Pero ciñéndonos a la depresión, parece que por muy desarrollados que nos consideren, no estamos más contentos. El último ranking mundial de países felices estaba encabezado por Nigeria, seguida de México y Venezuela. Según la revista británica New Scientist, http://www.newscientist.com, los niveles de felicidad de los países industrializados apenas han variado desde la Segunda Guerra Mundial, a pesar del desarrollo económico de los últimos años. O el estudio es una chapuza o en cincuenta años no hemos avanzado en lo que realmente importa.
En realidad, ¿cómo vamos a ser felices si nunca alcanzamos lo que deseamos? ¿Si cada vez que logramos algo es para descubrir que acaba de aparecer otro algo mejor? De la frustración viene la impotencia, y de la impotencia, la infelicidad. Ya no deseamos saciar el hambre; deseamos degustar, paladear, sorprendernos. Las columnas de Hércules ya no son el final, sino una meta volante patrocinada por la Disney.
Aspirar a algo mejor es sinónimo de estar vivo, pero ¿acaso es razonable suspirar por un móvil mejor a los tres meses de comprarnos uno, por un abrigo mejor cada año, por un maquillaje mejor cada temporada? ¿Cómo puede la sociedad ir por delante de los hombres?
Las luces de colores nos deslumbran, nos entretienen, nos provocan mil afanes, pero nunca llegamos a lo que hay detrás, a lo que nos enraíza. Pretender comprar la felicidad es como adquirir una lata de aire del Pirineo en una tienda de souvenirs: el timo del siglo. Condenados a perseguir eternamente una zanahoria, a dar vueltas como burritos en la noria, nunca nos tocará el premio gordo, porque siempre habrá otro mayor detrás. El día que escapemos del interior de la muñeca rusa será para hallarnos dentro de otra más grande. Si la felicidad es esto, si es lo que nos prometen la economía y la sociedad occidentales, nunca llegará a nuestras manos.

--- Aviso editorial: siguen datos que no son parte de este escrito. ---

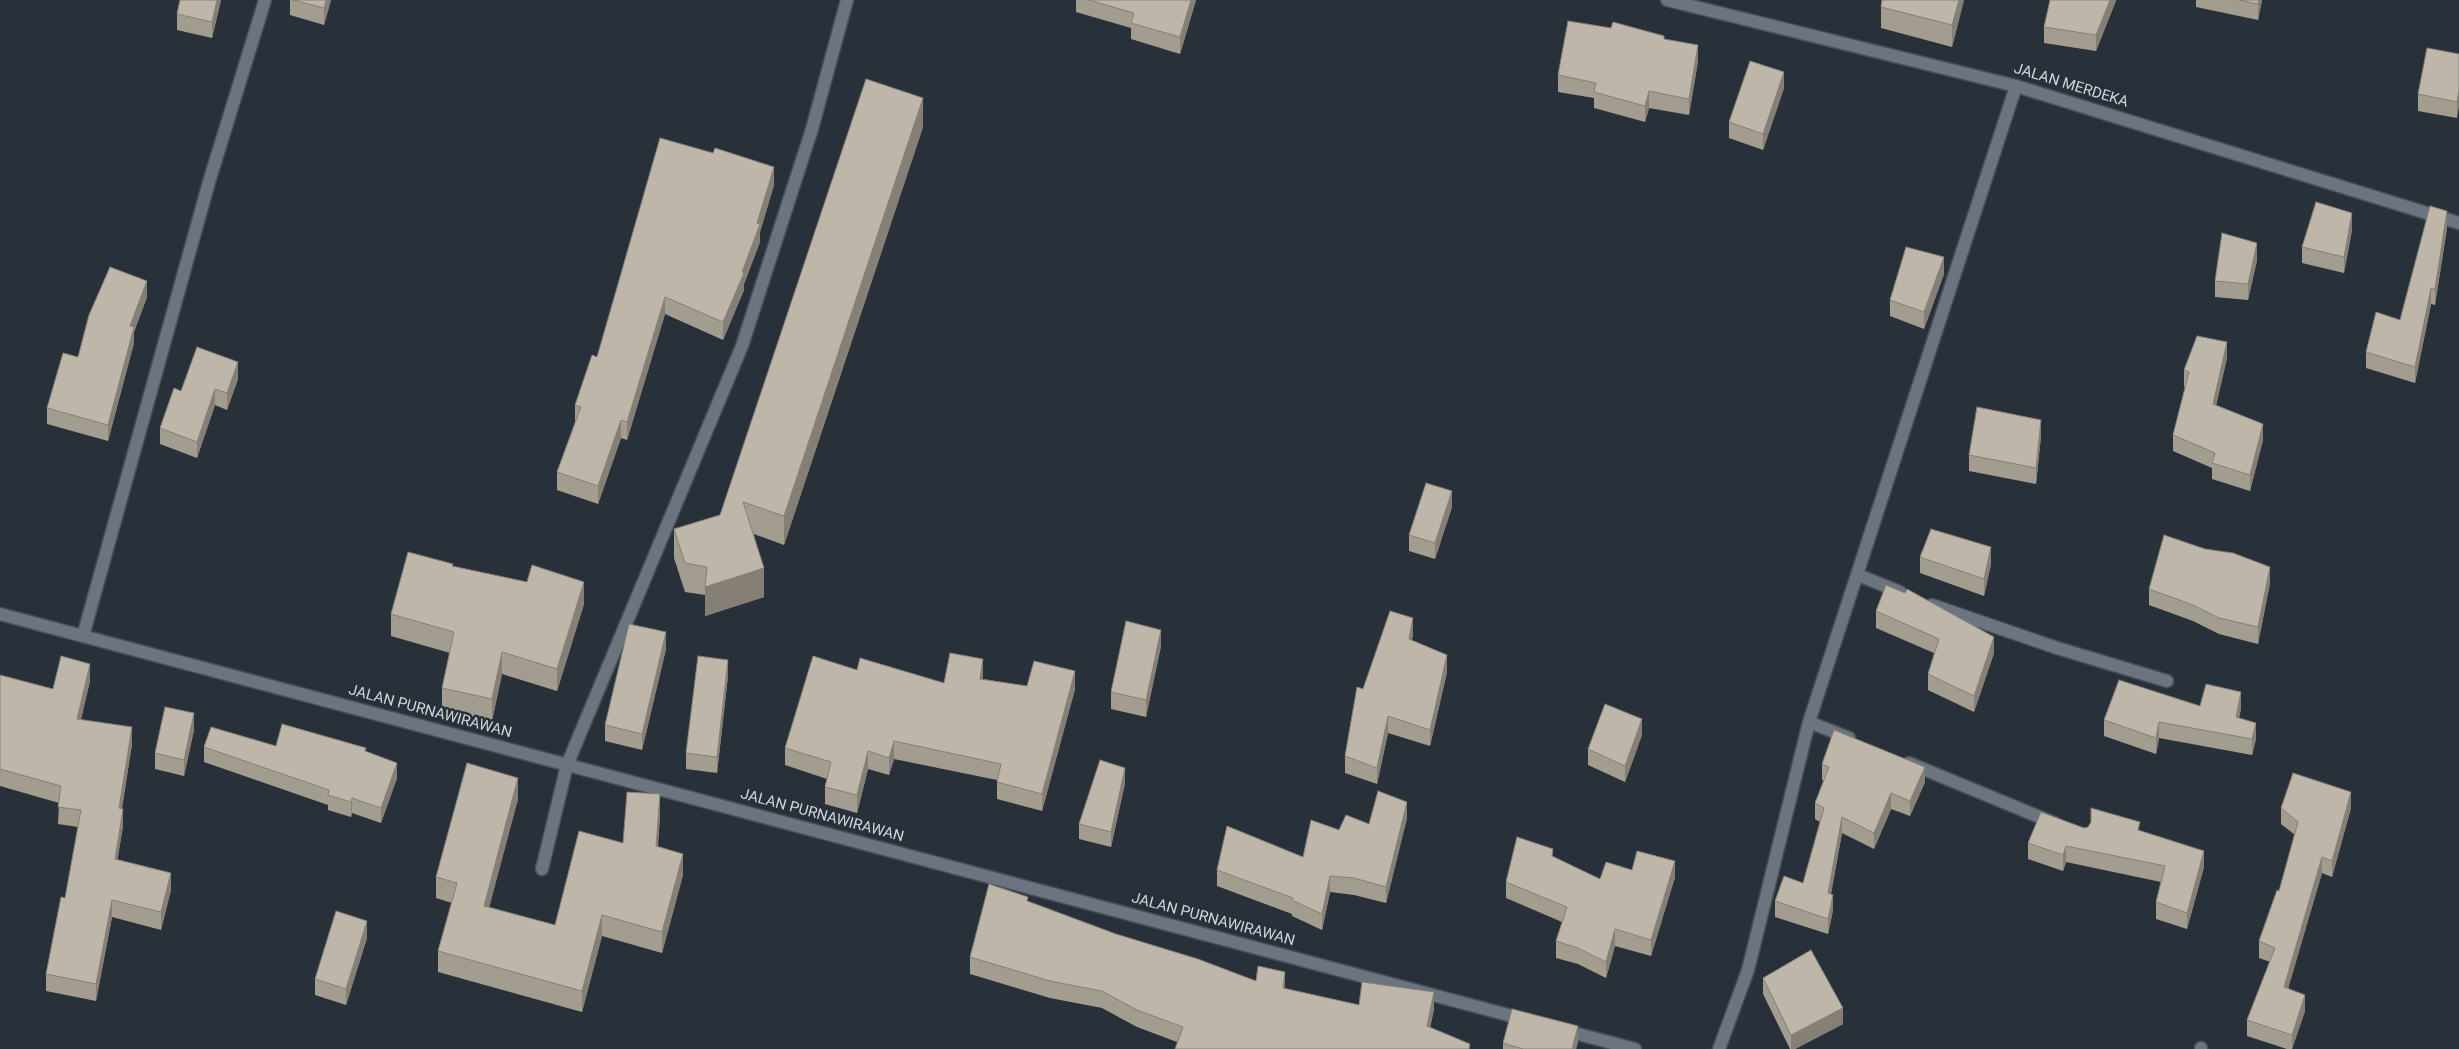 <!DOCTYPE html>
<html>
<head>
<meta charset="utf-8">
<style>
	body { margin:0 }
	canvas { display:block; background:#28303a }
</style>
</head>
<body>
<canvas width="2459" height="1049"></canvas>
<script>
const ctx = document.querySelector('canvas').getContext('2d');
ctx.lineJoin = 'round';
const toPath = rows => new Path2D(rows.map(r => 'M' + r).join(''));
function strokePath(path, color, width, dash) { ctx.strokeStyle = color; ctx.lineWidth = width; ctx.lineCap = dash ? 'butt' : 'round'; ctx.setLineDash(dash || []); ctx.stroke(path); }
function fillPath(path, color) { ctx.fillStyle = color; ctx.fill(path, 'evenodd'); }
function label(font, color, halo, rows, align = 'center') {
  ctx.font = font + ' Roboto,sans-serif'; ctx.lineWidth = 5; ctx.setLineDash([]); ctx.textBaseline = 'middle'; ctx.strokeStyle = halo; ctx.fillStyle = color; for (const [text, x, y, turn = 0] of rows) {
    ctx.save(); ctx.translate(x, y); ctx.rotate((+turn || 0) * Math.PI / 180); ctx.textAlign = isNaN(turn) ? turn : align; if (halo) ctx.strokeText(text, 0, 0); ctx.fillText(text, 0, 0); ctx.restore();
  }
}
const minor = toPath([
	[1667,0,2016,86,2459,223],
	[1858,575,1900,592],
	[1932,605,2057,648,2167,681],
	[0,614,1527,1020],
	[83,636,209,182,265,0],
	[1809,722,1849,738],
	[1909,763,2054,823],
	[542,869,567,765,742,346,812,129,847,0],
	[1563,1030,1635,1049],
	[1719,1049,1748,970,1809,722,2016,86],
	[2201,1049,2201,1048]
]);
strokePath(minor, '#464d55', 15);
strokePath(minor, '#6c7480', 12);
fillPath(toPath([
	[180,0,221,0,212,38,177,30,177,14],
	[290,0,331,0,324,25,290,15],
	[1076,0,1196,0,1180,54,1131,39,1131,28,1076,12],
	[1964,0,1952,47,1881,28,1881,7],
	[2116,0,2096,51,2044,43,2044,27],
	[2196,0,2262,0,2258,20,2196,7],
	[1664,39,1698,61,1689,115,1649,108,1645,122,1594,108,1594,98,1558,92,1558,75],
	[2459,54,2457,118,2418,111,2418,94],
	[1784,88,1763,150,1729,138,1729,122],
	[923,127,784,545,754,534,764,597,705,616,705,595,685,592,674,558,674,529,720,515],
	[713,153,774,185,760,232,760,242,744,284,744,290,723,340,665,314,627,440,621,438,598,504,557,490,557,472,575,422,575,405,597,357],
	[2447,228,2435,305,2431,304,2415,383,2366,368,2366,352,2400,320],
	[2352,230,2344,273,2302,263,2302,247],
	[2257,260,2248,300,2215,297,2215,281],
	[1944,274,1924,329,1890,316,1890,300],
	[147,297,134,332,134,343,108,441,47,424,47,408,78,357],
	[2227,358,2216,405,2263,440,2250,491,2212,479,2212,468,2173,451,2173,435,2185,387,2184,387,2184,370],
	[238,379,227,410,215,405,197,458,160,444,160,428,181,391],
	[2041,436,2036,484,1969,471,1969,455],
	[1452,507,1435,559,1409,551,1409,535],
	[1920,557,1991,564,1984,596,1920,573],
	[453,566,584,604,557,691,502,674,492,721,442,710,442,688,450,653,391,636,391,614],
	[2270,583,2258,644,2219,634,2193,621,2149,605,2149,589],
	[1876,611,1994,653,1974,712,1928,690,1928,674,1934,653,1876,628],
	[1413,634,1412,640,1447,672,1430,746,1388,733,1377,784,1345,773,1345,756,1363,689],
	[1161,646,1146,717,1111,709,1111,692],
	[666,649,642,750,605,741,605,725],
	[857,670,944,683,983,677,982,679,1027,686,1075,689,1042,811,997,799,997,780,894,759,889,775,868,769,857,813,825,804,825,787,827,779,785,765,785,748],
	[0,675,53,689,90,681,81,719,132,744,122,809,123,826,117,860,171,890,161,930,112,917,96,1001,46,991,46,974,65,898,78,827,58,824,59,803,0,786],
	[728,676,717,773,686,769,686,753],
	[2200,706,2241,708,2239,718,2256,739,2252,755,2159,738,2156,754,2104,736,2104,720],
	[194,730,184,776,155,769,155,753],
	[1642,735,1625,782,1588,765,1588,749],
	[276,746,366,751,397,778,381,823,352,813,351,817,328,810,328,805,204,762,204,747],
	[1822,764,1925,782,1910,816,1891,809,1874,849,1842,833,1831,894,1833,910,1828,934,1775,917,1775,901,1803,883,1820,822,1815,819,1815,803,1824,781,1822,780],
	[1125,783,1111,847,1079,839,1079,824],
	[518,799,489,907,555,925,660,815,658,846,683,875,662,953,602,936,582,1012,438,972,438,951,452,903,436,898,436,877],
	[2281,808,2351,808,2332,877,2322,873,2288,988,2305,1011,2292,1049,2287,1049,2247,1036,2247,1020,2270,962,2259,958,2259,941,2279,891,2295,835,2281,824],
	[1407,818,1386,903,1354,895,1330,892,1322,930,1292,916,1292,914,1217,886,1217,870,1303,857,1339,830],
	[2084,828,2140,831,2204,867,2187,929,2156,919,2156,902,2161,882,2066,862,2063,871,2028,859,2028,843],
	[1553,857,1600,879,1632,870,1675,877,1651,956,1615,946,1606,978,1578,964,1556,958,1556,941,1562,922,1506,898,1506,882],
	[1028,901,1116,934,1256,981,1285,989,1359,1005,1434,1009,1430,1027,1470,1049,1177,1042,1137,1027,1102,1008,1050,998,970,974,970,957],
	[367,938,346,1005,315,995,315,979],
	[1763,978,1843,1024,1795,1049,1790,1049,1763,994],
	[1578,1042,1576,1049,1503,1049,1503,1043]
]), '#a39d90');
fillPath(toPath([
	[217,0,221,0,212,38,212,22],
	[326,0,331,0,324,25,324,8],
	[1191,0,1196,0,1180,54,1180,37],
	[1959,0,1964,0,1952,47,1952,25],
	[2110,0,2116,0,2116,1,2096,51,2096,35],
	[2259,0,2262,0,2258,20,2258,4],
	[1698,45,1698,61,1689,115,1689,99],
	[1784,72,1784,88,1763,150,1763,134],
	[1649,91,1649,108,1645,122,1645,106],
	[2459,91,2459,107,2457,118,2457,102],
	[923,98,923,127,784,545,784,516],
	[774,167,774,185,760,232,760,242,744,284,744,290,723,340,723,322,742,272],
	[2447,211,2447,228,2435,305,2435,289],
	[2352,213,2352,230,2344,273,2344,257],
	[2257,243,2257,260,2248,300,2248,284],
	[1944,257,1944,274,1924,329,1924,312],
	[147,281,147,297,134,332,134,343,108,441,108,425,130,326],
	[2431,288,2431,304,2415,383,2415,367],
	[665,297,665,314,627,440,627,422],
	[2227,342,2227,358,2213,420,2213,404],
	[238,362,238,379,227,410,227,393],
	[215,389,215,405,197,458,197,442],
	[621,420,621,438,598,504,598,486],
	[2041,420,2041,436,2036,484,2036,468],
	[2263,424,2263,440,2250,491,2250,475],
	[1452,491,1452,507,1435,559,1435,543],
	[1991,547,1991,564,1984,596,1984,579],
	[2270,567,2270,583,2258,644,2258,627],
	[764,568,764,597,705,616,705,587],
	[584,582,584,604,557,691,557,669],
	[1413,618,1413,634,1409,655,1409,639],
	[1161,630,1161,646,1146,717,1146,700],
	[666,632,666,649,642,750,642,734],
	[1994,637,1994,653,1974,712,1974,696],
	[502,652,502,674,492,721,492,699],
	[1447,655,1447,672,1430,746,1430,730],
	[983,659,983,677,980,696,980,679],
	[728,660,728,676,717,773,717,757],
	[90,664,90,681,77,736,77,719],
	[1075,671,1075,689,1042,811,1042,794],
	[2241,692,2241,708,2236,733,2236,717],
	[194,713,194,730,184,776,184,760],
	[1388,716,1388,733,1377,784,1377,768],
	[1642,719,1642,735,1625,782,1625,766],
	[2159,722,2159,738,2156,754,2156,738],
	[2256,723,2256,739,2252,755,2252,739],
	[132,727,132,744,119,825,119,808],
	[894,741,894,759,889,775,889,758],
	[868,751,868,769,857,813,857,795],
	[397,763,397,778,381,823,381,808],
	[1925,767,1925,782,1910,816,1910,801],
	[1125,768,1125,783,1111,847,1111,832],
	[518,778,518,799,484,927,484,906],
	[2351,792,2351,808,2332,877,2332,861],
	[1891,793,1891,809,1874,849,1874,833],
	[660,794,660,815,656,867,656,846],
	[352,798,352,813,351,817,351,802],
	[1407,802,1407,818,1386,903,1386,887],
	[123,809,123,826,115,876,115,859],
	[1842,817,1842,833,1828,908,1828,893],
	[2066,846,2066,862,2063,871,2063,855],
	[2204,851,2204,867,2187,929,2187,913],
	[683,854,683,875,662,953,662,932],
	[2322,857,2322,873,2284,1003,2284,987],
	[1675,861,1675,877,1651,956,1651,940],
	[171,873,171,890,161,930,161,912],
	[1330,876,1330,892,1322,930,1322,914],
	[1833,895,1833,910,1828,934,1828,919],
	[112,900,112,917,96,1001,96,984],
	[602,915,602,936,582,1012,582,991],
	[367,921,367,938,346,1005,346,989],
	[1615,929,1615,946,1606,978,1606,962],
	[1285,972,1285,989,1283,988],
	[1434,992,1434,1009,1427,1044,1427,1026],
	[2305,995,2305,1011,2292,1049,2292,1035],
	[1843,1008,1843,1024,1795,1049,1791,1049,1791,1035],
	[1578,1026,1578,1042,1576,1049,1572,1049]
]), '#857f76');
const building = toPath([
	[180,0,217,0,212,22,177,14,180,0],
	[293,0,326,0,324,8,293,0],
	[1089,0,1191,0,1180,37,1131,23,1134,13,1089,0],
	[1882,0,1959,0,1952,25,1881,7,1882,0],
	[2050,0,2110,0,2096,35,2044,27,2050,0],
	[2239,0,2259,0,2258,4,2239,0],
	[1568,21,1611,28,1613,22,1664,36,1664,39,1698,45,1689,99,1649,91,1645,106,1594,92,1596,83,1558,75,1568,21],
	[2427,48,2459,54,2459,91,2457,102,2418,94,2427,48],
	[1750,61,1784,72,1763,134,1729,122,1750,61],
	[866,79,923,98,784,516,743,502,764,568,705,587,707,567,685,563,674,529,720,515,866,79],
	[660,138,713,153,715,148,774,167,757,223,760,224,742,272,744,273,723,322,665,297,627,422,621,420,598,486,557,472,581,407,575,405,592,355,597,357,660,138],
	[2316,202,2352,213,2344,257,2302,247,2316,202],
	[2430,206,2447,211,2435,289,2431,288,2415,367,2366,352,2376,312,2400,320,2430,206],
	[2222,233,2257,243,2248,284,2215,281,2222,233],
	[1906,247,1944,257,1924,312,1890,300,1906,247],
	[110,267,147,281,130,326,134,327,108,425,47,408,63,353,78,357,89,315,110,267],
	[2197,336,2227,342,2213,404,2263,424,2250,475,2212,463,2215,453,2173,435,2189,372,2184,370,2197,336],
	[197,347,238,362,227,393,215,389,197,442,160,428,174,388,181,391,197,347],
	[1977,407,2041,420,2036,468,1969,455,1977,407],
	[1426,483,1452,491,1435,543,1409,535,1426,483],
	[1931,529,1991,547,1984,579,1920,557,1931,529],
	[2164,535,2205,549,2233,553,2270,567,2258,627,2219,618,2193,605,2149,589,2164,535],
	[408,552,453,564,452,566,527,582,532,565,584,582,557,669,502,652,492,699,442,688,454,632,391,614,408,552],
	[1886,585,1905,593,1907,589,1994,637,1974,696,1928,674,1939,639,1876,611,1886,585],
	[1390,611,1413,618,1409,639,1447,655,1430,730,1388,716,1377,768,1345,756,1357,687,1363,689,1390,611],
	[1126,621,1161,630,1146,700,1111,692,1126,621],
	[629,624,666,632,642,734,605,725,629,624],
	[950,653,983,659,980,679,1027,686,1034,661,1075,671,1042,794,997,782,1001,764,894,741,889,758,868,751,857,795,825,787,831,762,785,748,813,656,857,670,860,658,944,683,950,653],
	[61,656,90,664,77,719,132,727,119,808,123,809,115,859,171,873,161,912,112,900,96,984,46,974,61,897,65,898,81,810,58,807,61,786,0,769,0,675,53,689,61,656],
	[698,656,728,660,717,757,686,753,698,656],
	[2119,680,2200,706,2206,684,2241,692,2236,717,2256,723,2252,739,2159,722,2156,738,2104,720,2119,680],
	[1605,704,1642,719,1625,766,1588,749,1605,704],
	[165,707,194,713,184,760,155,753,165,707],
	[282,724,366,748,365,751,397,763,381,808,352,798,351,802,328,795,329,790,204,747,211,727,276,746,282,724],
	[1834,730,1925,767,1910,801,1891,793,1874,833,1842,817,1828,893,1833,895,1828,919,1775,901,1784,876,1803,883,1824,808,1815,803,1829,767,1822,764,1834,730],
	[1100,760,1125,768,1111,832,1079,824,1100,760],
	[467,763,518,778,484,906,555,925,579,831,623,843,627,792,660,794,656,846,683,854,662,932,602,915,582,991,438,951,457,883,436,877,467,763],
	[2293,773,2351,792,2332,861,2322,857,2284,987,2305,995,2292,1035,2247,1020,2275,948,2259,941,2277,890,2279,891,2298,822,2281,808,2293,773],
	[1378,791,1407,802,1386,887,1354,878,1330,876,1322,914,1292,900,1293,898,1217,870,1227,826,1303,857,1311,820,1339,830,1346,815,1369,824,1378,791],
	[2091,808,2140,822,2138,830,2204,851,2187,913,2156,902,2165,866,2066,846,2063,855,2028,843,2041,812,2084,828,2088,827,2091,822,2091,808],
	[1517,837,1553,849,1552,856,1600,879,1606,862,1632,870,1637,851,1675,861,1651,940,1615,929,1606,962,1578,948,1556,941,1567,907,1506,882,1517,837],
	[989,884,1028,897,1027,901,1116,934,1198,959,1256,981,1258,966,1285,972,1283,988,1359,1005,1362,982,1434,992,1427,1026,1470,1044,1469,1049,1175,1049,1183,1027,1137,1010,1102,991,1050,981,970,957,989,884],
	[336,911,367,921,346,989,315,979,336,911],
	[1811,950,1843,1008,1791,1035,1763,978,1811,950],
	[1512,1009,1578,1026,1572,1049,1523,1049,1503,1043,1512,1009]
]);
fillPath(building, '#beb6a8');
strokePath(building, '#857f76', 1);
label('15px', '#d0d4db', '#28303a', [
	["JALAN MERDEKA",2071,86,17],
	["JALAN PURNAWIRAWAN",430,712,15],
	["JALAN PURNAWIRAWAN",822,816,15],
	["JALAN PURNAWIRAWAN",1213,920,15]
]);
</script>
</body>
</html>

Pero es que, además, nunca podremos culpar a nadie. Porque, oficialmente, la felicidad no existe. Se extinguió con el siglo XIX, se quedó prendida en los harapos de los pobres. Hoy son sus sucedáneos el éxito, el bienestar, la moda, que sí se pueden exhibir en escaparates sin peligro de demandas por publicidad engañosa. Y al lado, tratando de cubrir su ausencia, pilas cada vez más altas de fármacos para curarnos de nuestro propio masoquismo.
La vida es sencilla y el dinero la complica.